Source data:
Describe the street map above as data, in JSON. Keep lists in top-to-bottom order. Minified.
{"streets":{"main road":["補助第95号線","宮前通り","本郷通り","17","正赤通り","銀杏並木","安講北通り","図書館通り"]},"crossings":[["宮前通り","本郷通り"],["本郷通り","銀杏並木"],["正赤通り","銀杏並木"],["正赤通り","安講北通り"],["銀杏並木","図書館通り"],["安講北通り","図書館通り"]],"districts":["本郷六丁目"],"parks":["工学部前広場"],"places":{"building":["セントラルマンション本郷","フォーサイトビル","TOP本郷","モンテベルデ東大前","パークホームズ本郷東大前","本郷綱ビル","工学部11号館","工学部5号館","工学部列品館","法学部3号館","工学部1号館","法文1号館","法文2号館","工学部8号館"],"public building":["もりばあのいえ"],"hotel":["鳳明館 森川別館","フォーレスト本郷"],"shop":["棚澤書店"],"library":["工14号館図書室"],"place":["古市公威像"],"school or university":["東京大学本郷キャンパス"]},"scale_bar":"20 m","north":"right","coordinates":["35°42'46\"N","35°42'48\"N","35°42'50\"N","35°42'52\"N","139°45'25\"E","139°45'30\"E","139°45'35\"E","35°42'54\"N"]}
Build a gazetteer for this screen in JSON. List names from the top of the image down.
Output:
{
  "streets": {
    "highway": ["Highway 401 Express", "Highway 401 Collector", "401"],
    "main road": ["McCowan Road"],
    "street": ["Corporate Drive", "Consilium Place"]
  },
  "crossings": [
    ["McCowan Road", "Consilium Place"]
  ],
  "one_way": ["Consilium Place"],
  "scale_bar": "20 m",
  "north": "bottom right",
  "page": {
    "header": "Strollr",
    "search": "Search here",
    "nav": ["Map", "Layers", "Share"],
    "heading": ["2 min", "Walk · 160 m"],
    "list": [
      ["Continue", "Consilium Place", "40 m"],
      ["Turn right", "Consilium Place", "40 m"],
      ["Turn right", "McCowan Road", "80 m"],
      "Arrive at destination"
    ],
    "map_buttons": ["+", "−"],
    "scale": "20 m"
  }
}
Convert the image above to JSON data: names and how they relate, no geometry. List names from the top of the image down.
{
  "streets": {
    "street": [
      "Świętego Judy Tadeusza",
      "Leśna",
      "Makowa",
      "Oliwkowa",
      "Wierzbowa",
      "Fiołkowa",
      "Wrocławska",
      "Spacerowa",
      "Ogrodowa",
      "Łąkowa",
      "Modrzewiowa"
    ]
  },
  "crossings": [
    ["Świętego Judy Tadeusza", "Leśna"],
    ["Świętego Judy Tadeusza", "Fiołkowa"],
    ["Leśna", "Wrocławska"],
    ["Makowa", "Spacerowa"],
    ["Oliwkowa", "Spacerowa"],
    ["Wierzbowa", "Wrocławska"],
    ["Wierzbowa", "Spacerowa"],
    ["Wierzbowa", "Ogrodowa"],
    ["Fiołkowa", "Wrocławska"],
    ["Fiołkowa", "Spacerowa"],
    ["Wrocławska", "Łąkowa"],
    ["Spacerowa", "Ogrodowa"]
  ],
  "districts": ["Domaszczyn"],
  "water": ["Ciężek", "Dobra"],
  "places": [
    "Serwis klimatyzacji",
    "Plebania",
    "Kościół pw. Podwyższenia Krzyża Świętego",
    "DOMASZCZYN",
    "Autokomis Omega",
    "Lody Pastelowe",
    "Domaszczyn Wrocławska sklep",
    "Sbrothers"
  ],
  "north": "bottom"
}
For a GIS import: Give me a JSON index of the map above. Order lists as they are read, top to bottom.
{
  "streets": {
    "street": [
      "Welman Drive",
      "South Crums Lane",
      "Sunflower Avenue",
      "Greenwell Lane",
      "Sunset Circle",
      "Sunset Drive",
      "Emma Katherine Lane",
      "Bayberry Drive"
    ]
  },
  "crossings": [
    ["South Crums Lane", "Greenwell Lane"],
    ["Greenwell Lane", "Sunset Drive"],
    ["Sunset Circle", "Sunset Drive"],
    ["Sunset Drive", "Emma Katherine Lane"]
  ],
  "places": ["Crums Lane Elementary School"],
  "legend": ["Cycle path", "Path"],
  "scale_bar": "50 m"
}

Work item:
Once the line containing "Build a gazetteer" has been set down, nothing more is wanted; set down each line of the listing above up to it exactly, starting with the first.

Expected output:
Describe the street map above as data, in JSON. Keep lists in top-to-bottom order. Minified.
{"streets":{"main road":["補助第95号線","宮前通り","本郷通り","17","正赤通り","銀杏並木","安講北通り","図書館通り"]},"crossings":[["宮前通り","本郷通り"],["本郷通り","銀杏並木"],["正赤通り","銀杏並木"],["正赤通り","安講北通り"],["銀杏並木","図書館通り"],["安講北通り","図書館通り"]],"districts":["本郷六丁目"],"parks":["工学部前広場"],"places":{"building":["セントラルマンション本郷","フォーサイトビル","TOP本郷","モンテベルデ東大前","パークホームズ本郷東大前","本郷綱ビル","工学部11号館","工学部5号館","工学部列品館","法学部3号館","工学部1号館","法文1号館","法文2号館","工学部8号館"],"public building":["もりばあのいえ"],"hotel":["鳳明館 森川別館","フォーレスト本郷"],"shop":["棚澤書店"],"library":["工14号館図書室"],"place":["古市公威像"],"school or university":["東京大学本郷キャンパス"]},"scale_bar":"20 m","north":"right","coordinates":["35°42'46\"N","35°42'48\"N","35°42'50\"N","35°42'52\"N","139°45'25\"E","139°45'30\"E","139°45'35\"E","35°42'54\"N"]}
Build a gazetteer for this screen in JSON. List names from the top of the image down.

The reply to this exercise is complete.